Comédie de Genève, du 14 au 18 avril 2026
« Alors ça commencerait comme ça, par le plus inconcevable, une histoire vraie jamais vérifiée, une révélation jamais certifiée. Dans d’autres dimensions du vide, il existerait des mondes tellement différents… »

C’est dans ce monde différent que nous invite le metteur en scène Joël Pommerat. Ce monde, c’est celui de l’adolescence, de ses convictions et de sa radicalité. Ces deux silhouettes au fond du couloir ont un chemin à parcourir, celui qui les éloigne de l’enfance et les rapproche de ce monde adulte qu’elles décrient.
Ce « titre provisoire » exprime ce passage. Elles sont petites, mais vont grandir. Ce sont des filles de prime abord, elles deviendront adultes. On peut les qualifier de modernes, mais seulement à cet instant-là qui ne durera pas.
Les images vidéo de Renaud Rubiano et la scénographie d’Eric Soyer qui accompagnent cette production retracent à merveille ce parcours à la limite du fantastique, cette transition au coeur de laquelle ces jeunes se débattent, entre réalité et croyances, embarqués avec passion dans la découverte, entre autres, de sentiments et de sensations inéprouvées.

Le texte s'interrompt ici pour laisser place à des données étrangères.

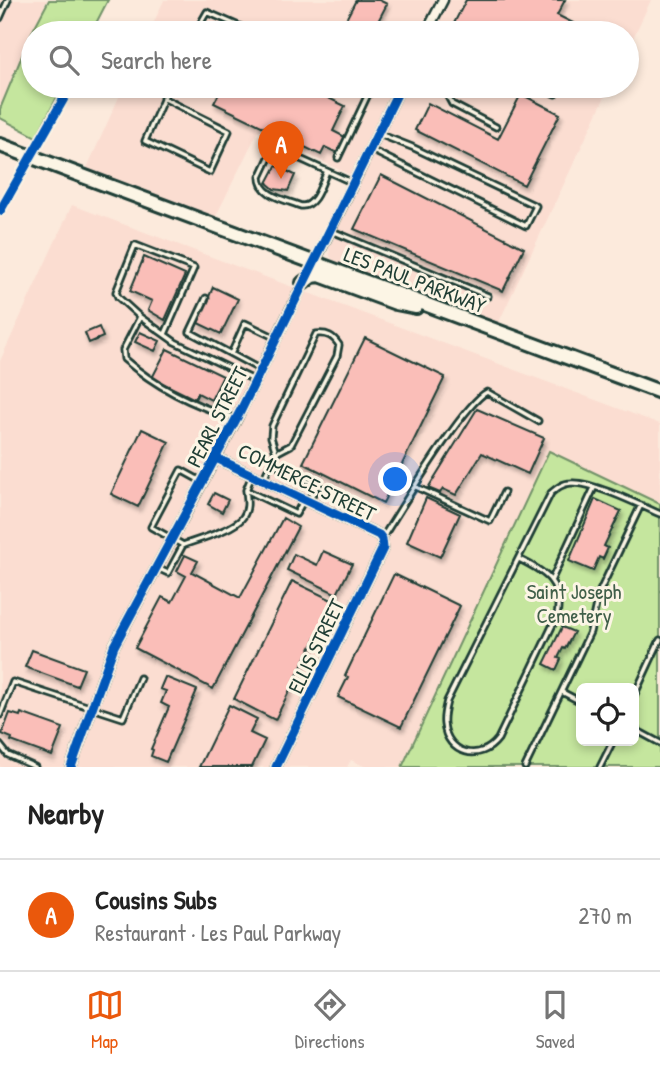 <!DOCTYPE html>
<html lang="en">
<head>
<meta charset="utf-8">
<style>
	body { margin:0; font-family:"Patrick Hand",sans-serif; background:#f6f6f6; color:#222 }
	.controls { position:absolute; right:21px; bottom:21px; display:grid; overflow:hidden; border-radius:10px; box-shadow:0 4px 10px #0003 }
	.controls button { width:63px; height:63px; display:grid; place-items:center; padding:0; border:0; border-bottom:2px solid #e0e0e0; background:#fff; color:#222; font:35px sans-serif }
	.you { position:absolute; left:396px; top:480px; width:24px; height:24px; margin:-18px; border:5px solid #fff; border-radius:50%; background:#1a73e8; box-shadow:0 0 0 10px #1a73e833 }
	.badge { display:grid; place-items:center; width:46px; height:46px; border-radius:50%; background:#ea580c; color:#fff; font-size:23px; font-weight:700 }
	.pin { position:absolute; translate:-50% -58px; filter:drop-shadow(0 2px 4px #0008) }
	.pin::after { content:''; position:absolute; top:37px; width:24px; height:21px; background:inherit; clip-path:polygon(0 0,100% 0,50% 100%) }
	.list { margin:0; padding:0; list-style:none }
	h2 { display:flex; justify-content:space-between; align-items:center; height:91px; margin:0; padding:0 28px; font-size:30px }
	h2 small { font-size:23px; font-weight:400; color:#767676 }
	.list li { display:grid; grid-template-columns:46px 1fr auto; gap:21px; align-items:center; box-sizing:border-box; height:112px; padding:0 28px; border-top:2px solid #e0e0e0 }
	.list b { display:block; font-size:26px; white-space:nowrap }
	.list p { margin:0; font-size:23px; white-space:nowrap; color:#767676 }
	.list em { font-size:23px; font-style:normal; color:#767676 }
	.icon { flex:none; width:38px; height:38px; fill:none; stroke:currentColor; stroke-width:2; stroke-linecap:round; stroke-linejoin:round }
	.map { position:relative; flex:none; width:660px; height:767px; overflow:hidden }
	.search { position:absolute; background:#fff; box-shadow:0 4px 10px #0003; left:21px; right:21px; top:21px; height:77px; display:flex; align-items:center; gap:18px; box-sizing:border-box; padding:0 24px; border-radius:38px; color:#767676; font-size:26px }
	.sheet { height:203px; background:#fff }
	nav { display:flex; justify-content:space-around; align-items:center; box-sizing:border-box; height:98px; border-top:2px solid #e0e0e0; background:#fff; font-size:19px; color:#767676 }
	nav a { display:grid; justify-items:center; gap:4px }
	nav .on { color:#ea580c }
	.map>svg:first-child { display:block }
</style>
</head>
<body>
<div class="map">
<svg width="660" height="767" viewBox="0 0 660 767">
	<defs>
		<filter id="shadow"><feDropShadow dx="2" dy="4" stdDeviation="2" flood-color="#0004"/></filter>
	</defs>
	<rect width="100%" height="100%" fill="#fceadc"/>
	<filter id="ink" filterUnits="userSpaceOnUse"><feTurbulence type="fractalNoise" baseFrequency=".0143" numOctaves="2"/><feDisplacementMap in="SourceGraphic" scale="14" xChannelSelector="R" yChannelSelector="G"/><feConvolveMatrix kernelMatrix="1 2 1 2 8 2 1 2 1" color-interpolation-filters="sRGB"/></filter>
	<g filter="url(#ink)">
		<path fill="#fbddd1" d="M0,0H47L0,109Z
			M164,0H651L627,51V33H149Z
			M124,86H610L498,324L335,263L330,256L329,248L361,180L258,131L215,218L86,170Z
			M72,205L660,424V504L549,451L402,767H366L351,760L347,767H0V361Z"/>
		<path fill="#c5e69e" stroke="#729269" stroke-width="2" fill-rule="evenodd" d="M49,0H108L91,33H33V86H63L36,137L0,118V109L31,34Z
			M549,451L660,504V767H402ZM581,688H634V741H581Z"/>
		<path fill="#fabeb8" stroke="#1f3d34" stroke-width="2" filter="url(#shadow)" d="M356,0H379L387,4L372,33H320L327,20L342,27Z
			M466,0H565L557,15L583,28L581,33H449Z
			M223,86H304L345,106L333,131L345,137L337,153L325,147L321,155L214,103Z
			M521,94L560,114L524,185L415,130L428,103L498,139Z
			M280,164L287,167L285,170L295,175L288,191L274,189L267,183L276,166L279,167Z
			M381,175L524,248L503,291L354,229Z
			M144,257L185,275L165,320L148,310L152,301L130,291Z
			M213,287L238,299L221,334L198,323Z
			M99,327L103,337L89,343L85,333Z
			M140,332L160,341L155,351L135,342Z
			M365,338L445,377L383,503L303,463Z
			M167,349L223,376L211,400L198,393L195,399L152,378Z
			M477,409L544,438L528,474L482,453L456,495L443,489L440,493L428,488Z
			M142,429L169,442L138,507L111,494Z
			M214,493L228,500L222,512L208,504Z
			M426,498L460,514L440,557L407,542Z
			M595,499L621,511L604,546L608,548L603,559L599,557L593,571L569,561Z
			M283,518L298,527L213,689L135,648L162,597L172,602L186,576L177,571L185,555L198,561L192,572L240,598Z
			M323,551L352,564L337,594L287,570L294,554L317,565Z
			M394,574L460,606L401,727L338,697L348,677L345,676Z
			M292,581L334,601L275,720L234,699Z
			M562,627L574,632L565,649L563,648L558,658L561,659L556,670L544,664Z
			M32,650L84,669L77,686L25,667Z
			M165,677L197,690L166,762L151,756L153,750L151,749L169,707L161,703L166,691L160,689Z
			M229,705L257,719L250,733L265,740L252,767H199Z
			M10,713L20,716L21,713L63,728L52,756L11,741L12,738L2,734Z"/>
		<g fill="none" stroke-linecap="round" stroke-linejoin="round">
			<defs>
				<path id="service" d="M0,18L8,0
					M195,33L207,12L255,33
					M384,33L385,30L391,33
					M374,86L394,95
					M433,86L445,91L452,104L496,127
					M538,86L555,94
					M163,98L229,131L210,172L145,141L169,86
					M371,150L526,226L536,206L412,147L379,134
					M338,158L372,86
					M327,171C321,184 316,207 301,206C286,200 260,196 260,177L274,147L351,182
					M332,231L488,296
					M206,298L190,332L259,369
					M140,317L118,297L116,292L135,245L194,268L165,334
					M231,354L245,323L276,338
					M220,413L239,373
					M235,418C194,406 156,387 124,359L123,350L140,317L175,342L254,380
					M271,463L333,493
					M252,475L246,490L296,514L303,501
					M264,478L276,453L271,437L272,426L316,334C328,333 333,336 339,345L337,356L291,445L276,453
					M416,487L490,521L504,492
					M309,502L317,485
					M383,537C401,509 463,404 487,392L538,421
					M183,545C197,540 236,529 243,517C249,509 247,499 246,490
					M519,559C546,572 563,583 557,616L498,739C480,763 447,754 444,724C443,716 445,709 447,701L551,493C557,488 563,483 571,483C591,481 640,505 660,514
					M157,568L168,573L183,545L151,527L181,470L201,481
					M551,581L594,488
					M562,692L581,702
					M634,696L660,640
					M0,715L13,682L123,718L140,678
					M634,729L660,743
					M0,745L8,755L35,767
					M525,767L590,632L598,595L641,505
					M600,767L613,741"/>
				<path id="minor" d="M426,33L443,0
					M313,265L401,86
					M216,458L379,535L382,539L383,548L276,767
					M71,767L114,646L237,418L305,280"/>
				<path id="primary" d="M0,145L660,392
					M303,283L312,276L320,275L396,303L416,307"/>
			</defs>
			<use href="#service" stroke="#1f3d34" stroke-width="9"/>
			<use href="#minor" stroke="#1f3d34" stroke-width="13"/>
			<use href="#primary" stroke="#1f3d34" stroke-width="18"/>
			<use href="#service" stroke="#fcf5e5" stroke-width="3.5"/>
			<use href="#minor" stroke="#fcf5e5" stroke-width="8"/>
			<use href="#primary" stroke="#fcf5e5" stroke-width="12"/>
			<defs>
				<path id="cycleway" d="M0,211L71,86
					M216,458L379,535L382,539L383,548L276,767
					M71,767L114,646L241,410L401,86"/>
			</defs>
			<use href="#cycleway" stroke="#fcf5e5" stroke-width="13"/>
			<use href="#cycleway" stroke="#0057b8" stroke-width="9"/>
		</g>
	</g>
	<g text-anchor="middle" dominant-baseline="central" stroke-width="6" stroke-linejoin="round" paint-order="stroke">
		<g font-size="21" fill="#1f3d34" stroke="#fcf5e5">
			<text transform="translate(415 280) rotate(21)">LES PAUL PARKWAY</text>
			<text transform="translate(217 417) rotate(-63)">PEARL STREET</text>
			<text transform="translate(307 482) rotate(26)">COMMERCE STREET</text>
			<text transform="translate(316 646) rotate(-64)">ELLIS STREET</text>
		</g>
		<g font-size="21" fill="#405f49" stroke="#fcf5e5">
			<text x="574" y="591">Saint Joseph<tspan x="574" dy="24">Cemetery</tspan></text>
		</g>
	</g>
</svg>
<div class="controls">
<button><svg class="icon" aria-label="locate" viewBox="0 0 24 24"><circle cx="12" cy="12" r="6"/><path d="M12 2v4M12 18v4M2 12h4M18 12h4"/></svg></button>
</div>
<div class="you"></div>
<div class="pin badge" style="left:281px;top:179px">A</div>
<div class="search"><svg class="icon" aria-label="search" viewBox="0 0 24 24"><circle cx="10" cy="10" r="6"/><path d="M15 15l6 6"/></svg>Search here</div>
</div>
<section class="sheet">
<h2>Nearby<small></small></h2>
<ul class="list">
<li><span class="badge">A</span><div><b>Cousins Subs</b><p>Restaurant · Les Paul Parkway</p></div><em>270 m</em></li>
</ul>
</section>
<nav>
<a class="on"><svg class="icon" aria-label="map" viewBox="0 0 24 24"><path d="M3 6l6-2 6 2 6-2v14l-6 2-6-2-6 2zM9 4v14M15 6v14"/></svg>Map</a>
<a><svg class="icon" aria-label="directions" viewBox="0 0 24 24"><path d="M12 3l9 9-9 9-9-9zM9 14v-3h6M13 9l2 2-2 2"/></svg>Directions</a>
<a><svg class="icon" aria-label="saved" viewBox="0 0 24 24"><path d="M7 4h10v16l-5-4-5 4z"/></svg>Saved</a>
</nav>
</body>
</html> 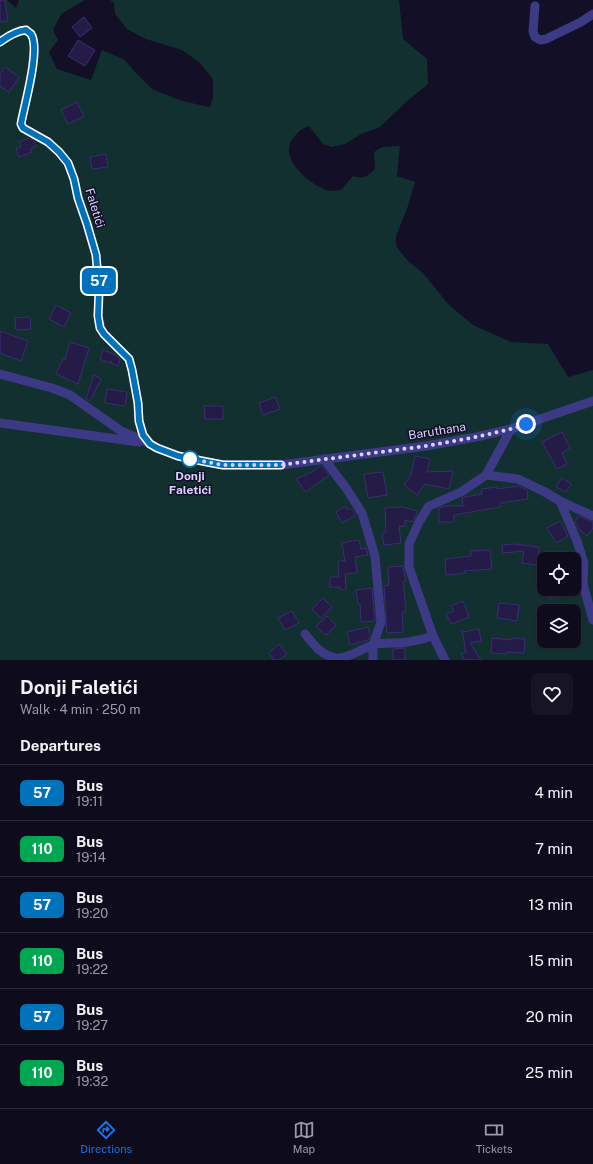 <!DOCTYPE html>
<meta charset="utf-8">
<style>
body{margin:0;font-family:"Public Sans",sans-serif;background:#171425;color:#f1f3f6;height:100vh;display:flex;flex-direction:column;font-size:15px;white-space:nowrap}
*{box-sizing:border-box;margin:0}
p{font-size:13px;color:#9b9ba3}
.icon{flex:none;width:22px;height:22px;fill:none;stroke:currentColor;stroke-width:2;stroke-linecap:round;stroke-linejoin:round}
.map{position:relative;height:660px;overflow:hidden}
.panel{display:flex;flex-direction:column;background:#0e0b1c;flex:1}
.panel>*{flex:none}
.badge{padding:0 8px;border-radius:6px;font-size:14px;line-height:26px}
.fabs{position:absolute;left:537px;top:552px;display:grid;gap:8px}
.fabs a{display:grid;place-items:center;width:44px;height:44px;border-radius:8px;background:#0e0b1c;box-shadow:0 1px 3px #0004,0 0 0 1px #2e2b3b;font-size:20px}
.you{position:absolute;width:20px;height:20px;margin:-10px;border:3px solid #fff;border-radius:50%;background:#1a73e8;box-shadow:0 0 0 6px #1a73e833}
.map>.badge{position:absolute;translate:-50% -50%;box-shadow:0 0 0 2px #fff}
h2{padding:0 20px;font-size:15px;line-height:36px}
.round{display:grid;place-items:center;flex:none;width:42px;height:42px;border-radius:8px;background:#171425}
.summary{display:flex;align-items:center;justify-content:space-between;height:68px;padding:0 20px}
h1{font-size:19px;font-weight:700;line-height:30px}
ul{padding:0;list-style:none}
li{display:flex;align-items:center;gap:12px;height:56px;padding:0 20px;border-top:1px solid #2e2b3b}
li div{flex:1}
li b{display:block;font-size:15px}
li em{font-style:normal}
li .badge{min-width:44px;font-weight:700;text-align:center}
.menu{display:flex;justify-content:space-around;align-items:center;height:56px;border-top:1px solid #2e2b3b;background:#0e0b1c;font-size:11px;color:#9b9ba3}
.menu a{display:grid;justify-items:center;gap:2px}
.menu .on{color:#1a73e8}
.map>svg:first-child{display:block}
.green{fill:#12302f;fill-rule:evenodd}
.building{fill:#241b47;stroke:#3b2d73}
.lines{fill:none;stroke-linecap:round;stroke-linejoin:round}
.street{stroke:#3d3a85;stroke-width:9}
.line-casing{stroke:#fff;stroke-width:9}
.line{stroke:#0072bc;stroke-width:6}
.walk{stroke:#d9d4ff;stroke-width:4;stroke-dasharray:0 7.2}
.stop-dot{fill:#fff;stroke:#0072bc;stroke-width:2}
.labels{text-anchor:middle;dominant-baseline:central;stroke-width:3;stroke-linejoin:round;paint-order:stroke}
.street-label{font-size:12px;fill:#d9d4ff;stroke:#130f26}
.stop-label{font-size:12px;font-weight:bold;fill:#d9d4ff;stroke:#130f26}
</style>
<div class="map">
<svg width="593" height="660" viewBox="0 0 593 660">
<rect width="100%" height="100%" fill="#130f26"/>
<!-- green -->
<path class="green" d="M0,0H7L16,8L19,0H85L61,14L53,30L58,40L49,52L57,69L91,80L102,50L125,60L136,73L152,89L182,101L210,107L213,98V79L199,62L182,50L146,39L127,29L115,14L114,3L110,0H399L403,39L427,59L428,84L406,102L380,127L361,134L345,144L332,147L323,144L309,126C302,128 299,131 294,137C276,157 309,184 326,190C330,192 337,190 341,190L353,176C364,179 367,177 375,169L374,152L382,147L400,146L397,176L415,182L407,209L396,236V246L408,261L423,273L448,304L473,325L511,342L548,344L568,377L593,370V660H0ZM544,559H574V589H544ZM544,611H574V641H544Z"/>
<!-- building -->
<g class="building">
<path d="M0,0H5L8,21L0,22Z"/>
<path d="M84,17L92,28L80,37L72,27Z"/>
<path d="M78,40L95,50L85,66L68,56Z"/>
<path d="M5,67L19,77L9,92L0,86V74Z"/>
<path d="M77,102L84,116L68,124L61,110Z"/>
<path d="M29,138L34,141L36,146L30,149L32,152L19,157L16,149L21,147L19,142Z"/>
<path d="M106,154L108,167L92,169L90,157Z"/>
<path d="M56,305L71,313L64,327L49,319Z"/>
<path d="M30,317L31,329L16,330L15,318Z"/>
<path d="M0,331L28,341L21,361L0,353Z"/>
<path d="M70,342L89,348L78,384L56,374L63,359L65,360Z"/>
<path d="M103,350L116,355L120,359L118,366L111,363V361L110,363L100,359Z"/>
<path d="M94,375L101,379L90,401L86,399Z"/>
<path d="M107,389L127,392L125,406L105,403Z"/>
<path d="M275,397L280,409L263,415L259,403Z"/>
<path d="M204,406H223V419H205Z"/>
<path d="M562,432L570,448L562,453L567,464L557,469L542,442Z"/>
<path d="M415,456L430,459L427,472L453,471L449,489L425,484L417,495L404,485L411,475Z"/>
<path d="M320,466H322L329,475L315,485L306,492L296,479L312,472Z"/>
<path d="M383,472L387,495L368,498L364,474Z"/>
<path d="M562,478L571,484L566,492L556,487Z"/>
<path d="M519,486L527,490L528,499L500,503V507L454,515V522H439V508L445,506H463L462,498L465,497L482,494L481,489L497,487V489Z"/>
<path d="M346,506V509H352L356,515L342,523L336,512Z"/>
<path d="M402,507L418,511L412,522L405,520V526H399L401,543L384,545L382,533L386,532L385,508Z"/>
<path d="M579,516L593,522V528L587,536L579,529L575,522Z"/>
<path d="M560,521L568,536L556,543L547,528Z"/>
<path d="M359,540L361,549L366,548L368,555L355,557L357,573L345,574L346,589L340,590V587H330V577H339L338,561H345L342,543Z"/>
<path d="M515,544L539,547L537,565L522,563L524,551L503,553L502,545Z"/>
<path d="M490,550L492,569L464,571L465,573L446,575L445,559L471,556V551Z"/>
<path d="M403,566L406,581H403L406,611L402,612L403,632L387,633L384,586L389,585L388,567Z"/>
<path d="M372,588L375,621L361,622L360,604H358L356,590Z"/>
<path d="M543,589H563L551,599Z"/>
<path d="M323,598L332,607L321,618L312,609Z"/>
<path d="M463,601L469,617L451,624L446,614L454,611L451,606Z"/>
<path d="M499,603L519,605L517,621L497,618Z"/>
<path d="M292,611L299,623L285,630L278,618Z"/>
<path d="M327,616L336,625L326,635L316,626Z"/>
<path d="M368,627L370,636L368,640L350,645L347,632Z"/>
<path d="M479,629L481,641L470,643L481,660H465L461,654L466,652L462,630L463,632Z"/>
<path d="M492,638L511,640V638L525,639L524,653L506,652V654L491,653Z"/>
<path d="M279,644L287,654L279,660H274L269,653Z"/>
<path d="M405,648V660H393V649Z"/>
</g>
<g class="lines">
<!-- street -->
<g class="street">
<path d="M535,6L533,31L535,37L540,40L546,39L581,22L593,14"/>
<path d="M0,42C8,36 16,31 26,30C28,32 30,33 31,34C41,49 24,105 21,124L23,128L48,142L59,152L68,163L74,179L78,198L87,225L96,255L99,302L98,316L101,327L104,334L129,359L132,370L138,403L139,421L143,435L150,443L157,448L178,456L223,465H281L426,446L476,437L511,429L593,401"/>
<path d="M0,374L52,388L70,395L121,431L149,443"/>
<path d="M0,423L139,442"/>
<path d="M324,459L346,488L362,513L375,556L381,622L373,645V660"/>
<path d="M486,475L518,479L543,491L560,501L577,541L584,563L583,584L593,620"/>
<path d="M560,501L593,516"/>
<path d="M305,634C313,644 321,655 335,658C345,660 363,648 373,645C381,642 391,643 400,643C411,642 423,639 433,636"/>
<path d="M445,660L433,636L409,567V544L419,522L429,506L461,492L486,475L511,429"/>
</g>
</g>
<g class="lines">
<defs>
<path id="line" d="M0,42C8,36 16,31 26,30C28,32 30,33 31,34C41,49 24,106 21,124L23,128L48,142L59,152L68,163L74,179L78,198L87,224L96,255L99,291L98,316L100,328L104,334L129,359L132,370L138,403L139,421L143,435L150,444L157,448L178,456L202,461L223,465H281"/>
</defs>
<!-- line casing -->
<use href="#line" class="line-casing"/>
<!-- line -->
<use href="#line" class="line"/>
<!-- walk -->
<path class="walk" d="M190,459L223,465H281L426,446L476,437L511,429L526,424"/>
</g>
<!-- markers -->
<circle class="stop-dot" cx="190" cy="459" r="8"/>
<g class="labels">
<!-- street labels -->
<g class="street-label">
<text transform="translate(95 208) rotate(73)">Faletići</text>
<text transform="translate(437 431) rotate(-9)">Baruthana</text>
</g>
<!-- stop labels -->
<g class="stop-label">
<text x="190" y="476">Donji<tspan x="190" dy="14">Faletići</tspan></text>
</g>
</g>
</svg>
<div class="fabs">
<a><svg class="icon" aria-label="locate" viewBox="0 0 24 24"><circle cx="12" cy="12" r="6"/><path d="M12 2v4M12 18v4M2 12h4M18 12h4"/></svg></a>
<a><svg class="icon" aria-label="layers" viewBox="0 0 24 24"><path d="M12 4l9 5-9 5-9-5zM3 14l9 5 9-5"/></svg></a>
</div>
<div class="you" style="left:526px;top:424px"></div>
<b class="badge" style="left:99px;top:281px;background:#0072bc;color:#fff">57</b>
</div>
<section class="panel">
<div class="summary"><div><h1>Donji Faletići</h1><p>Walk · 4 min · 250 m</p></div><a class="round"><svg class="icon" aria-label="heart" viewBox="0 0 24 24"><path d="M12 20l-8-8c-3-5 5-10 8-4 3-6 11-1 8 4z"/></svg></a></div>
<h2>Departures</h2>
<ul>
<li><span class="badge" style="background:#0072bc;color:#fff">57</span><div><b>Bus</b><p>19:11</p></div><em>4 min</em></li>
<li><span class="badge" style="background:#00a651;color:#fff">110</span><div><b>Bus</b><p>19:14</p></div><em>7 min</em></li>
<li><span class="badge" style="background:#0072bc;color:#fff">57</span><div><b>Bus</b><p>19:20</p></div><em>13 min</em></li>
<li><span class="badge" style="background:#00a651;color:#fff">110</span><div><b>Bus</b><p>19:22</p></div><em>15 min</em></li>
<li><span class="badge" style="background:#0072bc;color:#fff">57</span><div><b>Bus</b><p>19:27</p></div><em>20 min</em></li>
<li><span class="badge" style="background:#00a651;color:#fff">110</span><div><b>Bus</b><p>19:32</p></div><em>25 min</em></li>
</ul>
</section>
<nav class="menu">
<a class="on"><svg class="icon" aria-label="directions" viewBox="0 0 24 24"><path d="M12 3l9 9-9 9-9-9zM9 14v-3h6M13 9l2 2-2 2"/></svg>Directions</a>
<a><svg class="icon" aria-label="map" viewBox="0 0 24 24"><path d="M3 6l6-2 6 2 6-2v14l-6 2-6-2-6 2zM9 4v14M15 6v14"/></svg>Map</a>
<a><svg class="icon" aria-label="tickets" viewBox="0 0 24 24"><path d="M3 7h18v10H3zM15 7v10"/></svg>Tickets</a>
</nav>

Il y a deux récits qui n’en feront qu’un. Il y a la réalité quotidienne et l’enfermement occulte. Il y a le factuel et l’imaginaire. Et tous deux sont liés en cette période de transmutation adolescente. D’un côté la chambre d’enfant est encore habitée par une peluche et de l’autre la boîte en lévitation emprisonne une identité qui aimerait en sortir. Un arrachement inévitable, une distance à installer, des peurs à terrasser. Même l’ours en peluche semble menaçant, pour ensuite inciter au départ. Jade est craintive autant que Marjorie est audacieuse. Jade est choyée autant que Marjorie est maltraitée. Ensemble elles s’épaulent et se fraient un accès vers une forme d’autonomie et de respect. Au-delà de la peur et de la colère, leur indéfectible amitié sera le socle de leur essor. Marie Malaquias et Coraline Kerléo interprètent leurs personnalités avec brio.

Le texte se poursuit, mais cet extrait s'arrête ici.